═════ Information given

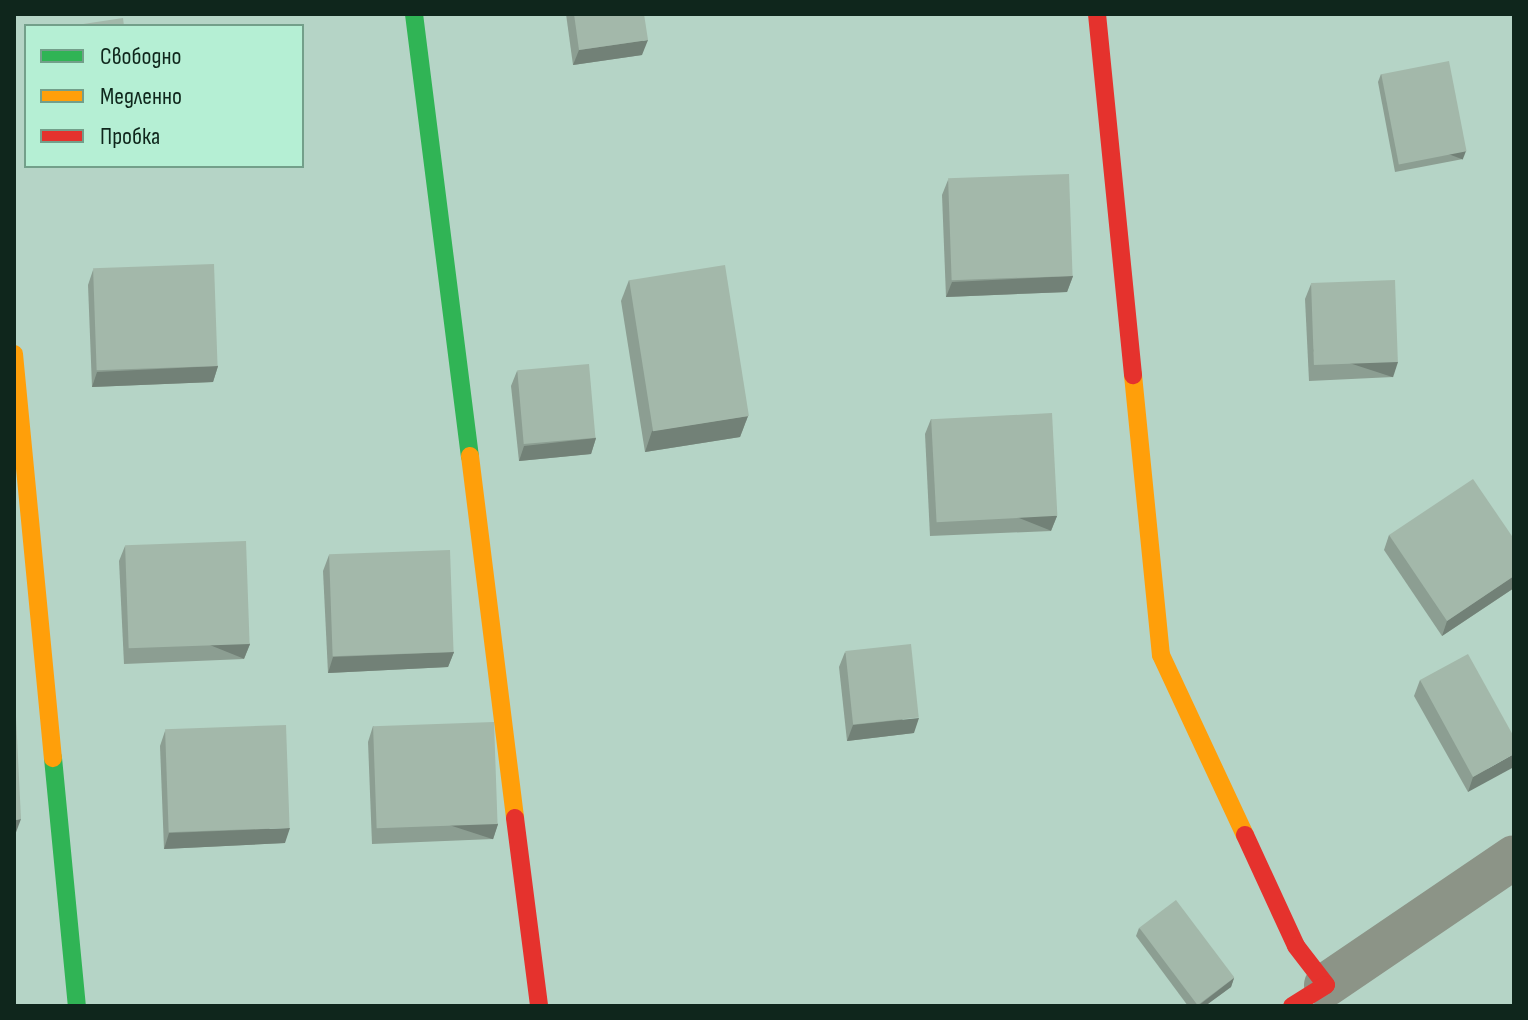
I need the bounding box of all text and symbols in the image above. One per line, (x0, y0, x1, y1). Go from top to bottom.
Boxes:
legend (24, 24, 304, 168)
text: Свободно (100, 42, 181, 71)
text: Медленно (100, 82, 182, 111)
text: Пробка (100, 122, 160, 151)

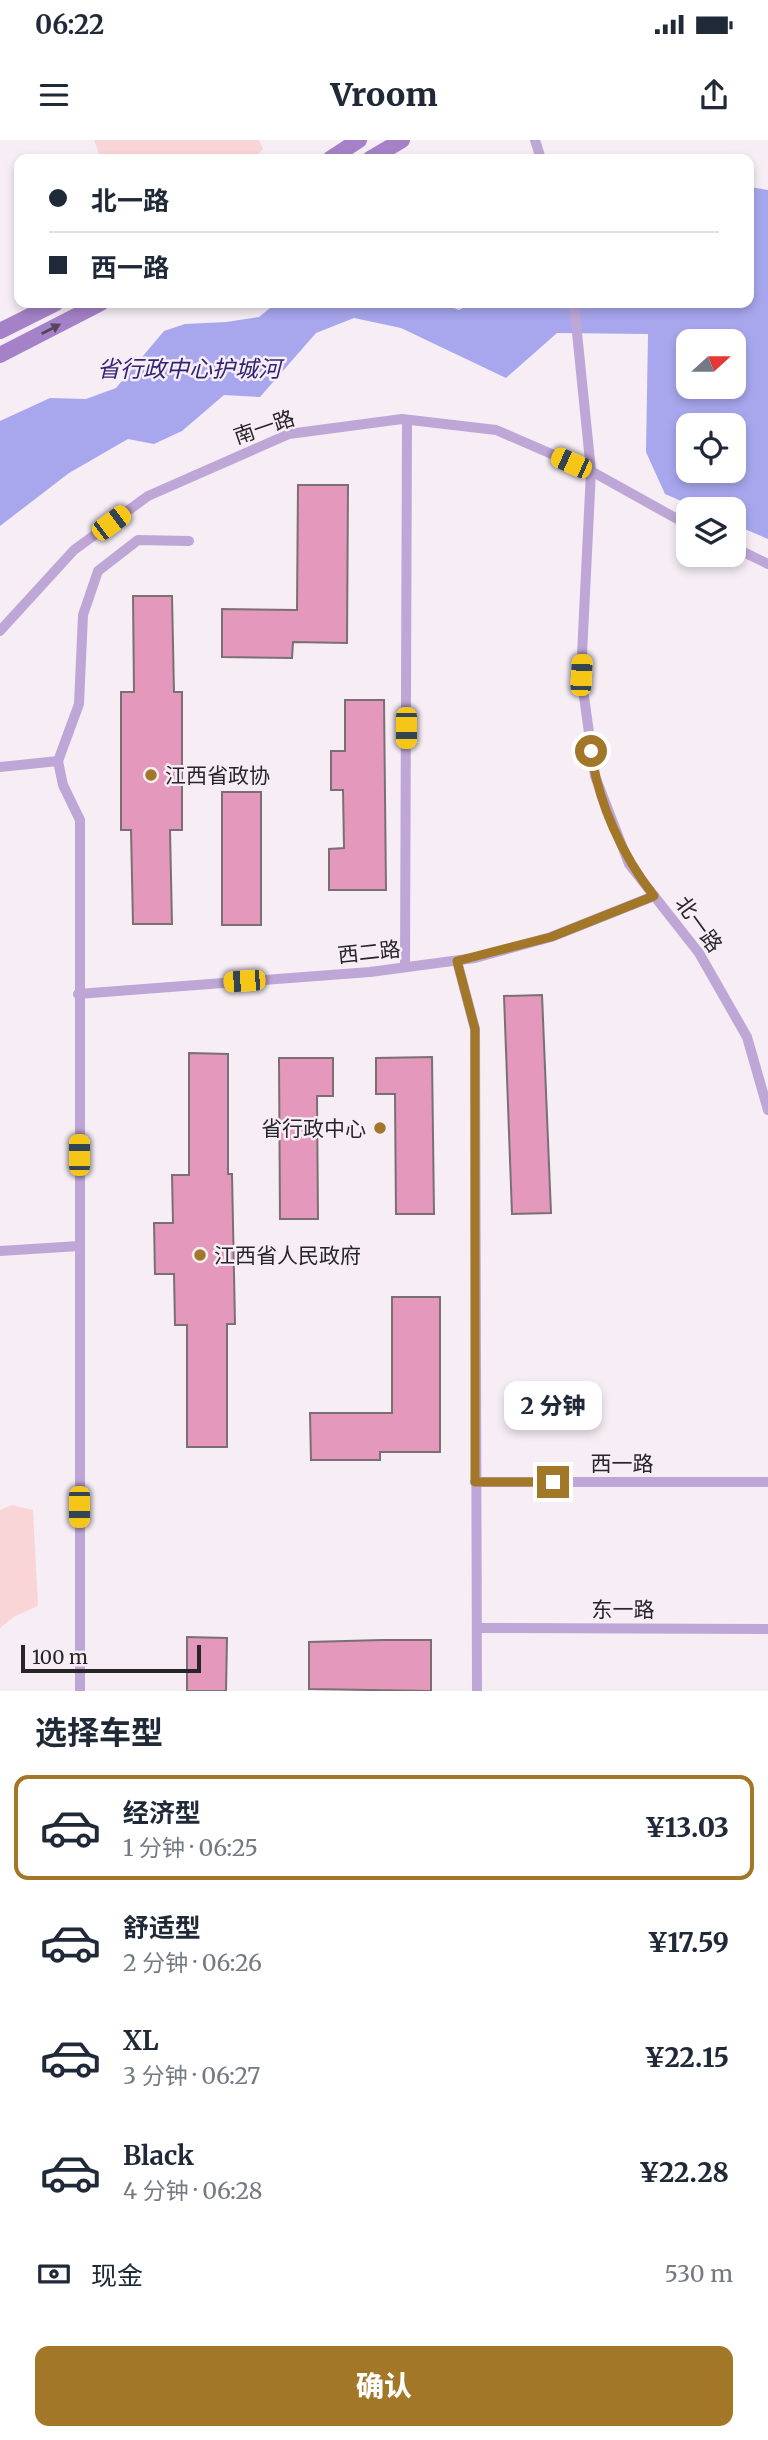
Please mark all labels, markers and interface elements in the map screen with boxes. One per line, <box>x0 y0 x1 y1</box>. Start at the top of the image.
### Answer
text: 06:22 <box>35 8 104 41</box>
text: Vroom <box>331 75 437 115</box>
icon: menu <box>35 76 73 114</box>
icon: share <box>695 76 733 114</box>
text: 北一路 <box>91 184 169 217</box>
text: 西一路 <box>91 251 169 284</box>
one-way arrow <box>41 323 61 335</box>
north arrow <box>676 329 746 399</box>
map controls <box>676 329 746 567</box>
water label: 省行政中心护城河 <box>97 354 285 383</box>
street label: 南一路 <box>230 404 298 450</box>
button: locate <box>676 413 746 483</box>
car <box>548 445 595 481</box>
button: layers <box>676 497 746 567</box>
car <box>88 502 135 544</box>
car <box>570 653 593 697</box>
car <box>396 707 417 749</box>
route start <box>575 735 607 767</box>
place label: 江西省政协 <box>165 762 270 789</box>
marker: 江西省政协 <box>143 767 159 783</box>
street label: 北一路 <box>670 891 728 957</box>
street label: 西二路 <box>336 935 402 969</box>
car <box>223 969 266 993</box>
place label: 省行政中心 <box>261 1115 366 1142</box>
marker: 省行政中心 <box>372 1120 388 1136</box>
car <box>69 1134 90 1176</box>
place label: 江西省人民政府 <box>214 1242 361 1269</box>
marker: 江西省人民政府 <box>192 1247 208 1263</box>
callout: 2 分钟 <box>504 1380 602 1430</box>
text: 2 分钟 <box>521 1391 585 1420</box>
street label: 西一路 <box>591 1450 654 1477</box>
route end <box>537 1466 569 1498</box>
car <box>69 1486 90 1528</box>
street label: 东一路 <box>592 1596 655 1623</box>
scale bar <box>21 1642 201 1674</box>
text: 100 m <box>32 1645 88 1669</box>
text: 选择车型 <box>35 1713 163 1753</box>
icon: car <box>39 1796 102 1859</box>
text: 经济型 <box>123 1796 201 1829</box>
text: ¥13.03 <box>645 1811 729 1844</box>
text: 1 分钟 · 06:25 <box>123 1833 258 1862</box>
icon: car <box>39 1911 102 1974</box>
text: 舒适型 <box>123 1911 201 1944</box>
text: ¥17.59 <box>647 1926 729 1959</box>
text: 2 分钟 · 06:26 <box>123 1948 262 1977</box>
text: XL <box>123 2024 159 2057</box>
icon: car <box>39 2026 102 2089</box>
text: ¥22.15 <box>644 2041 729 2074</box>
text: 3 分钟 · 06:27 <box>123 2061 260 2090</box>
text: Black <box>123 2139 194 2172</box>
icon: car <box>39 2141 102 2204</box>
text: ¥22.28 <box>639 2156 729 2189</box>
text: 4 分钟 · 06:28 <box>123 2176 262 2205</box>
icon: cash <box>35 2255 73 2293</box>
text: 现金 <box>91 2259 143 2292</box>
text: 530 m <box>665 2259 733 2288</box>
button: 确认 <box>35 2346 733 2426</box>

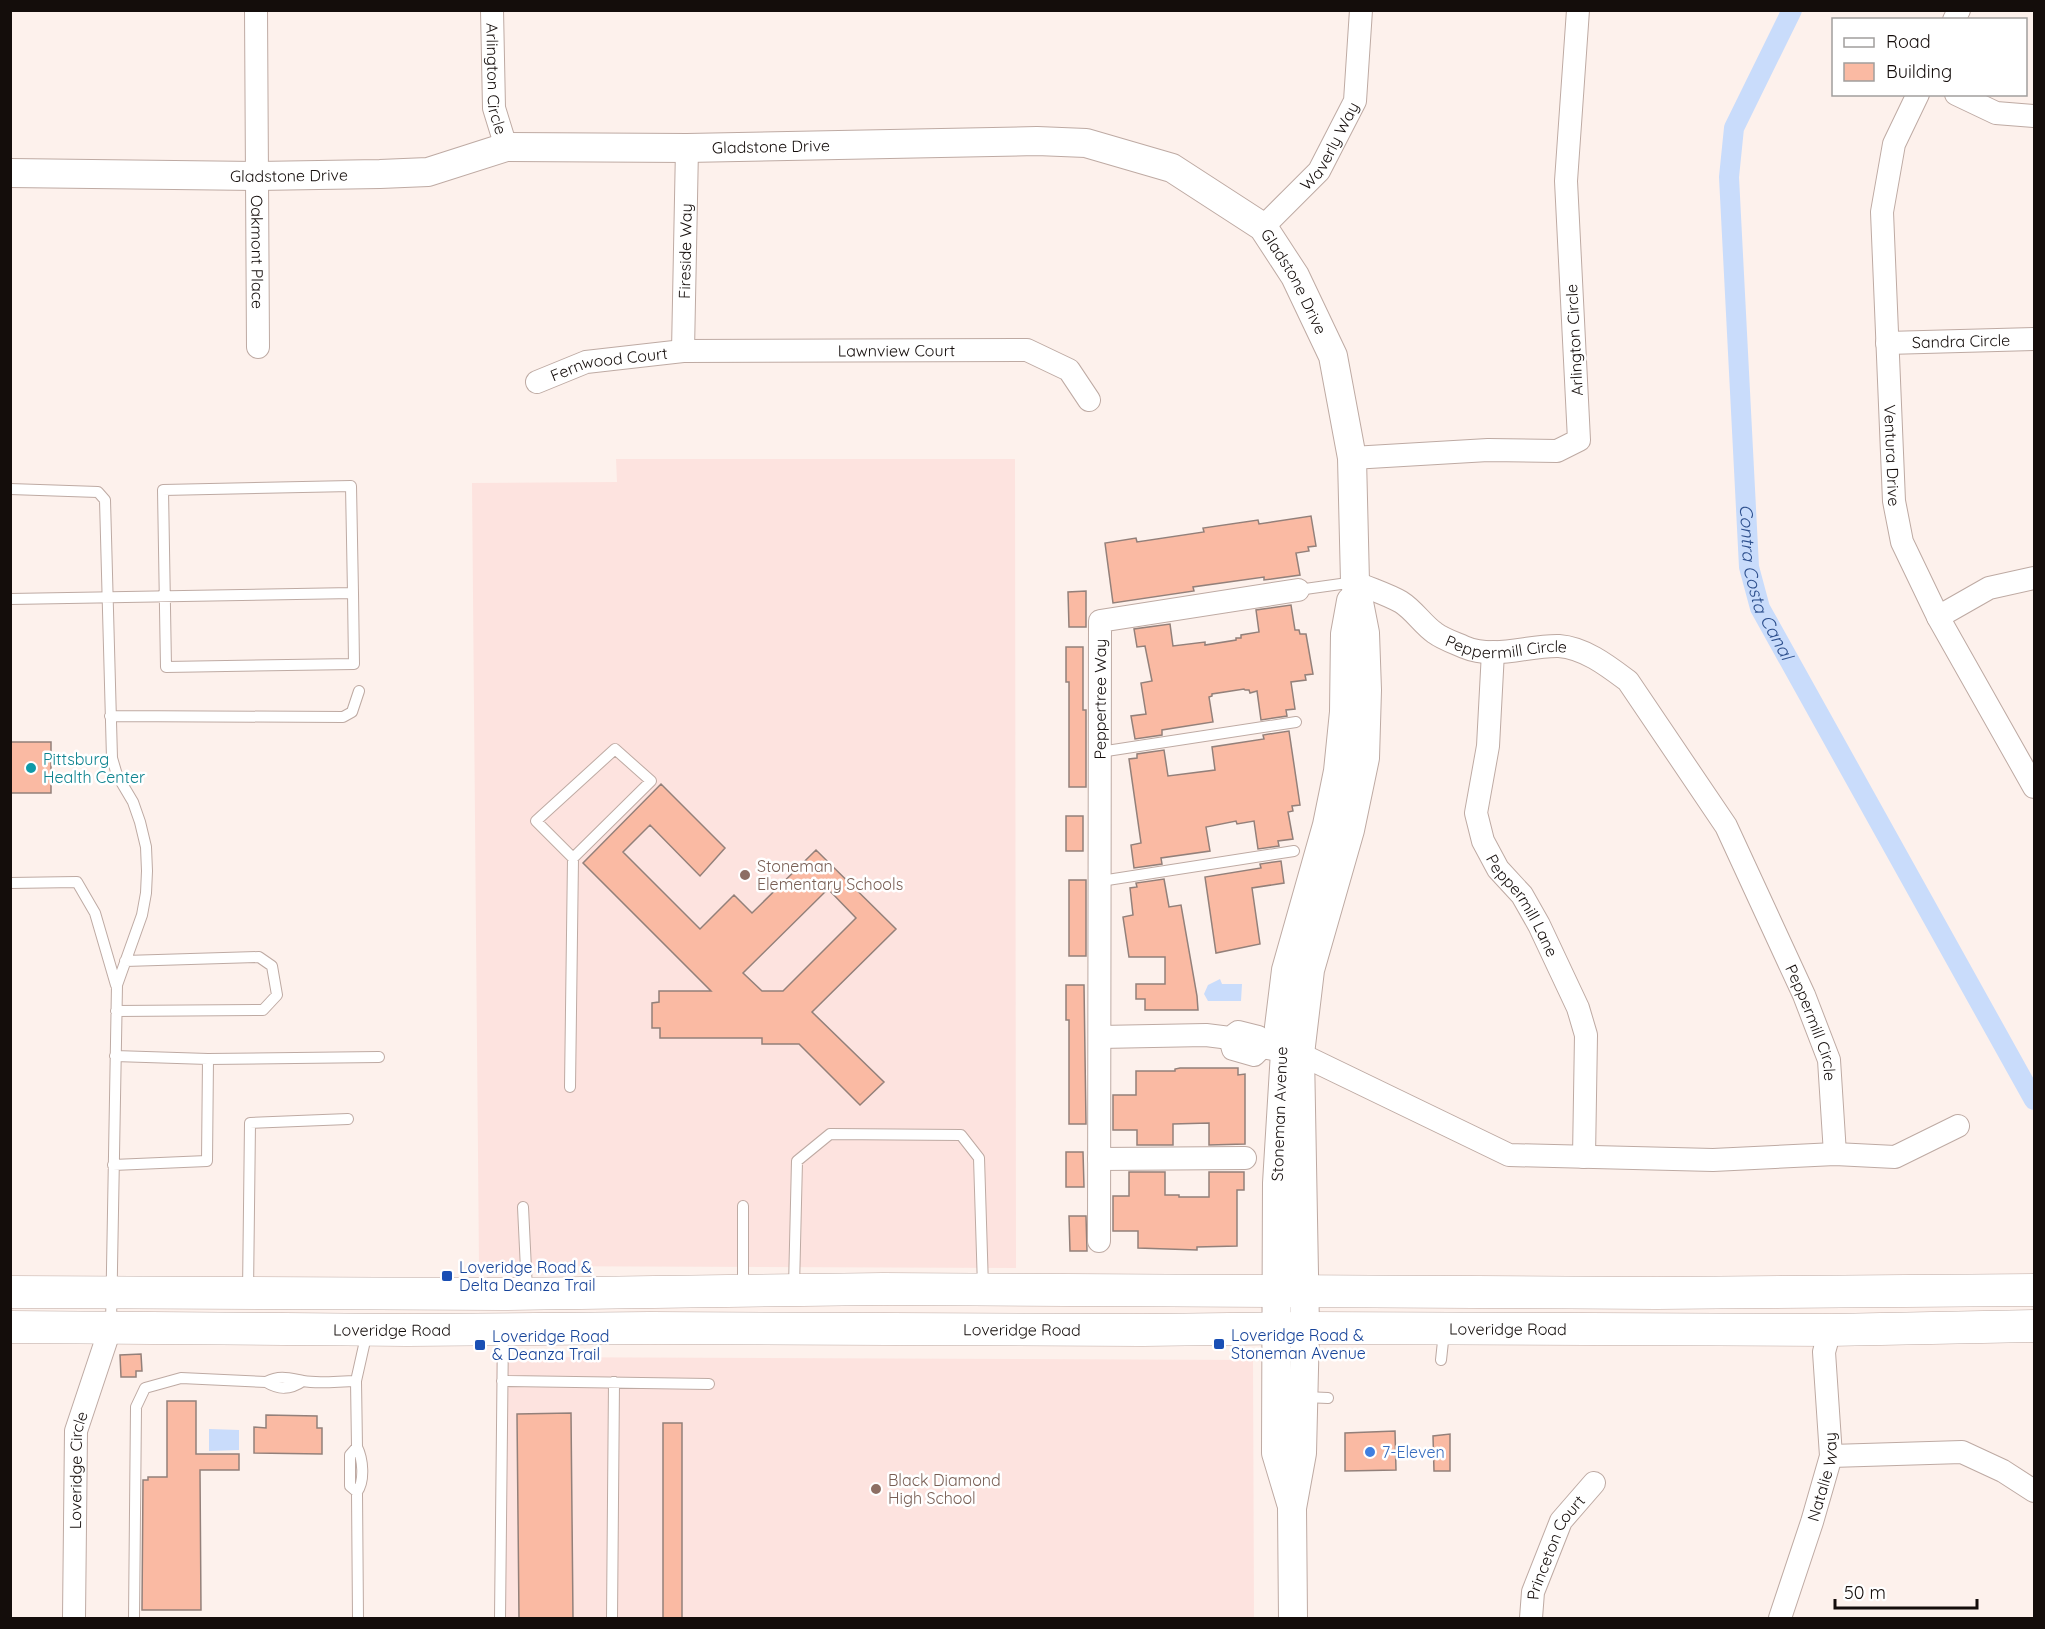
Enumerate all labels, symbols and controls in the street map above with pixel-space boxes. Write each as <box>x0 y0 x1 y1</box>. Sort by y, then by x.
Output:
legend <box>1832 18 2027 96</box>
street label: Arlington Circle <box>482 23 512 137</box>
text: Road <box>1886 30 1931 53</box>
text: Building <box>1886 60 1952 83</box>
street label: Waverly Way <box>1296 98 1363 194</box>
street label: Gladstone Drive <box>712 135 830 157</box>
street label: Gladstone Drive <box>230 165 348 186</box>
street label: Oakmont Place <box>247 195 268 309</box>
street label: Fireside Way <box>674 203 696 299</box>
street label: Gladstone Drive <box>1257 225 1331 338</box>
street label: Arlington Circle <box>1561 284 1587 396</box>
street label: Sandra Circle <box>1912 330 2010 352</box>
street label: Lawnview Court <box>838 340 955 361</box>
street label: Fernwood Court <box>547 343 668 386</box>
street label: Ventura Drive <box>1880 404 1905 508</box>
water label: Contra Costa Canal <box>1735 504 1799 665</box>
street label: Peppermill Circle <box>1442 630 1568 662</box>
street label: Peppertree Way <box>1090 639 1110 759</box>
place label: Pittsburg Health Center <box>43 749 145 787</box>
marker: Pittsburg Health Center <box>24 761 38 775</box>
street label: Peppermill Lane <box>1482 851 1563 960</box>
place label: Stoneman Elementary Schools <box>757 856 903 894</box>
marker: Stoneman Elementary Schools <box>738 868 752 882</box>
street label: Peppermill Circle <box>1781 961 1840 1082</box>
street label: Stoneman Avenue <box>1267 1046 1291 1182</box>
place label: Loveridge Road & Delta Deanza Trail <box>459 1257 596 1295</box>
marker: Loveridge Road & Delta Deanza Trail <box>440 1269 454 1283</box>
street label: Loveridge Road <box>333 1319 451 1340</box>
street label: Loveridge Road <box>963 1319 1081 1340</box>
street label: Loveridge Road <box>1449 1319 1567 1339</box>
place label: Loveridge Road & Stoneman Avenue <box>1231 1325 1366 1363</box>
place label: Loveridge Road & Deanza Trail <box>492 1326 610 1364</box>
marker: Loveridge Road & Stoneman Avenue <box>1212 1337 1226 1351</box>
marker: Loveridge Road & Deanza Trail <box>473 1338 487 1352</box>
street label: Loveridge Circle <box>65 1409 92 1529</box>
street label: Natalie Way <box>1803 1432 1842 1524</box>
place label: 7-Eleven <box>1382 1442 1445 1462</box>
marker: 7-Eleven <box>1363 1445 1377 1459</box>
place label: Black Diamond High School <box>888 1470 1001 1508</box>
marker: Black Diamond High School <box>869 1482 883 1496</box>
street label: Princeton Court <box>1522 1491 1589 1600</box>
scale bar <box>1835 1572 1978 1610</box>
text: 50 m <box>1844 1581 1886 1604</box>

══════════

What is needed:
Please restate the lines above exactly, starting at the first line of the data and stopping at the line containing "Please mark all", which is included. Omit pictures.

Solution to this task:
I need the bounding box of all text and symbols in the image above. One per line, (x0, y0, x1, y1). Go from top to bottom.
Boxes:
legend (24, 24, 304, 168)
text: Свободно (100, 42, 181, 71)
text: Медленно (100, 82, 182, 111)
text: Пробка (100, 122, 160, 151)

Please mark all labels, markers and interface elements in the map screen with boxes. One per line, <box>x0 y0 x1 y1</box>. Start at the top of the image.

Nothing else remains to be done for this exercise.